I need to get this out so bear with me. Today we went to court with a friend. I saw both the rational, fair side of justice and also the side that the victim should not be made to suffer. Please dont ask for names but I feel I must speak about this so that it makes a little more sense, at least to me. Our friend and her daughter sat in the courtroom and listened to the "person" who raped the child, try and express his remorse and explain away his actions ( he spoke first). He never took his eyes off of the judge's bench, he never changed the inflection of his voice, not wavering, not angry, no detectable emotion. When my friend spoke, she gave a detailed accounting of what she understood, the why's and how's of coming to her opinion of the rapists' sentence and was heartfelt and upset as a good Mother should and would have been. 

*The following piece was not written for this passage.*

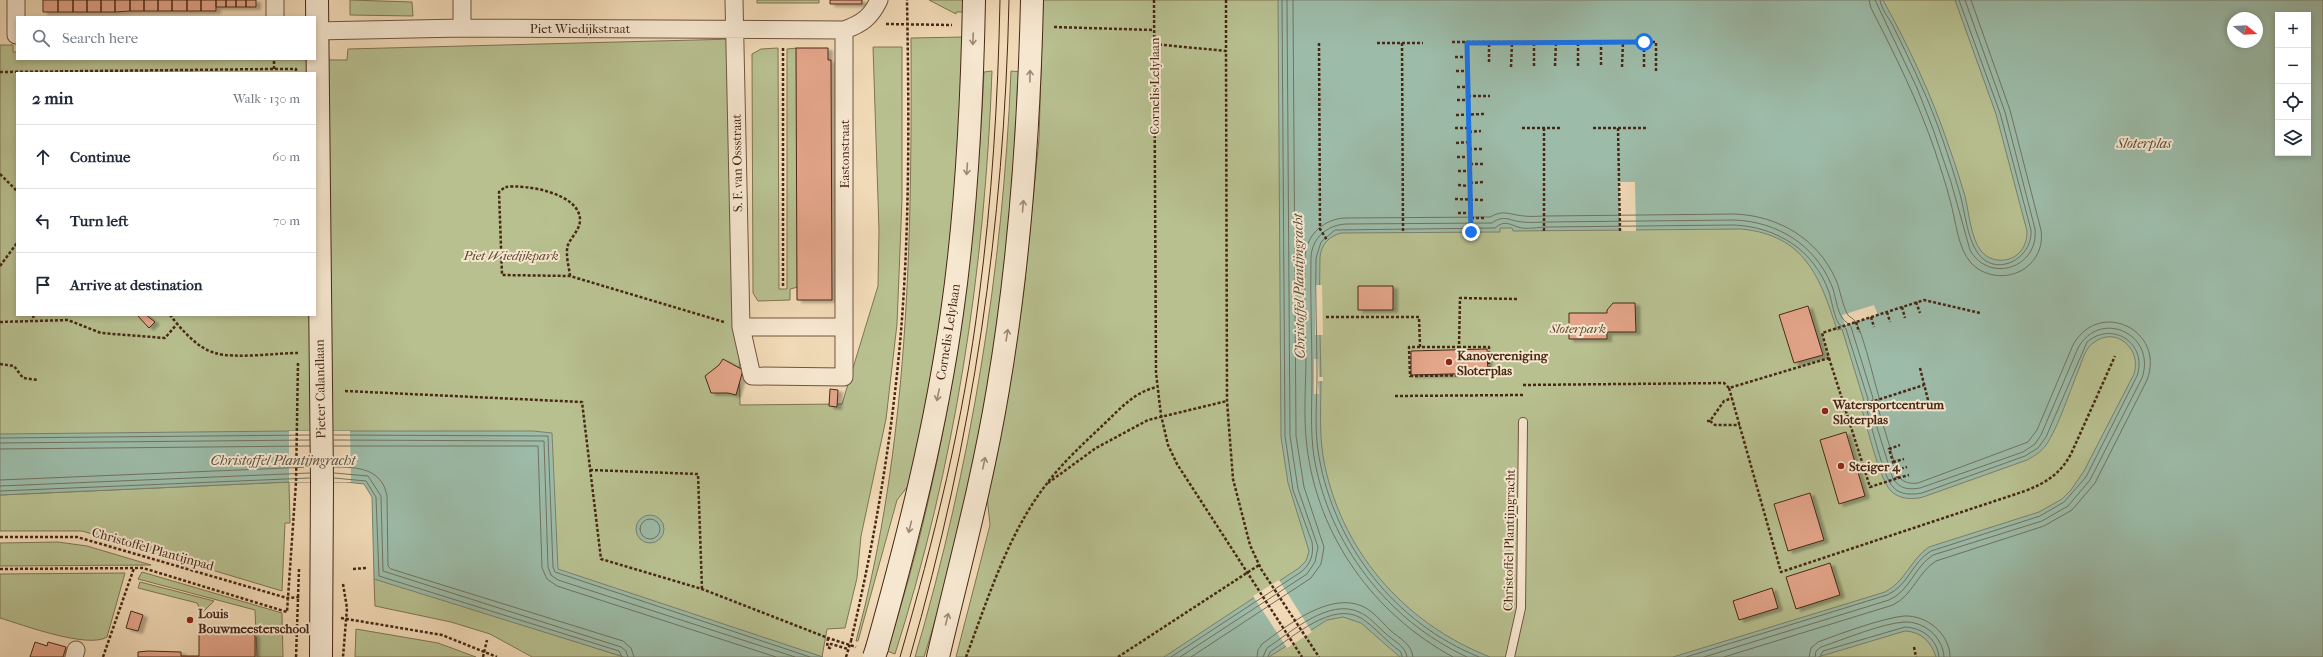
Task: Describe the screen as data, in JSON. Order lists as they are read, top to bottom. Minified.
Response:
{"streets":{"main road":["Cornelis Lelylaan","Pieter Calandlaan"],"street":["Piet Wiedijkstraat","Eastonstraat","S. F. van Ossstraat"],"lane":["Christoffel Plantijngracht"],"path":["Christoffel Plantijnpad"]},"crossings":[["Piet Wiedijkstraat","Eastonstraat"],["Piet Wiedijkstraat","S. F. van Ossstraat"],["Piet Wiedijkstraat","Pieter Calandlaan"],["Eastonstraat","S. F. van Ossstraat"]],"water":["Sloterplas","Christoffel Plantijngracht"],"parks":["Piet Wiedijkpark","Sloterpark"],"places":["Kanovereniging Sloterplas","Watersportcentrum Sloterplas","Steiger 4","Louis Bouwmeesterschool"],"north":"right","page":{"map_buttons":["+","−"],"search":"Search here","heading":["2 min","Walk · 130 m"],"list":[["Continue","60 m"],["Turn left","70 m"],"Arrive at destination"]}}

This part was hard for me to watch. I saw a small slip of a girl, both trembling and digging her nails into her fists the ENTIRE time everyone was speaking. When her time came, she was hesitant to talk and the judge urged her "because it had been her experience that the victim's healing process" would be speedier and forthcoming if she DID speak. Her small hands clutched a ream of papers with her account. She shook like a dry leaf in the wind, her voice wavered and was so small. The absolute worst part was that child trying to get out the things that had been done to her. I cannot and will not relate them because it gives me chills and angers me to the point of wanting to harm someone. She reminded me that hers was not a lone burden, there are far too many like her, bearing the pain and humiliation and guilt that come with being raped. My heart was breaking and yet I was so enraged at what he had done and that she was being subjected to it yet again, this time by the court. A necessary evil, I suppose.


He will serve a mixed sentence that is by no means easy. I will not disclose the particulars but suffice it to say that justice was served, although some may not agree with the method. He will forever be reminded of what he did, he will suffer for several years a mental strain and anguish by the judge imposing severe restrictions and impositions on him. The Mother forgave him, the child was to sick and frightened. I cannot forgive him or any of the others that do these heinous acts. Most are not remorseful and never will be. Perhaps someday he will TRULY pay for what he did. I am going to bed now and I will leave this space for you all to write your thoughts and comments but again, please don't ask me for particulars. Tonight my friends, I truly pray to my God after what I witnessed, for peace. Peace for that little girl, her Mother, family and friends and I pray that justice be served to the monster that caused this and all of his kind.






1 comment:

  1. shes strong and I hope to god ill be able to survive my trail

    ReplyDelete

Here is a wonderful blog post written by my brother in Christ of 20 years, Robert Mauti. We are also both figure skaters and have coached...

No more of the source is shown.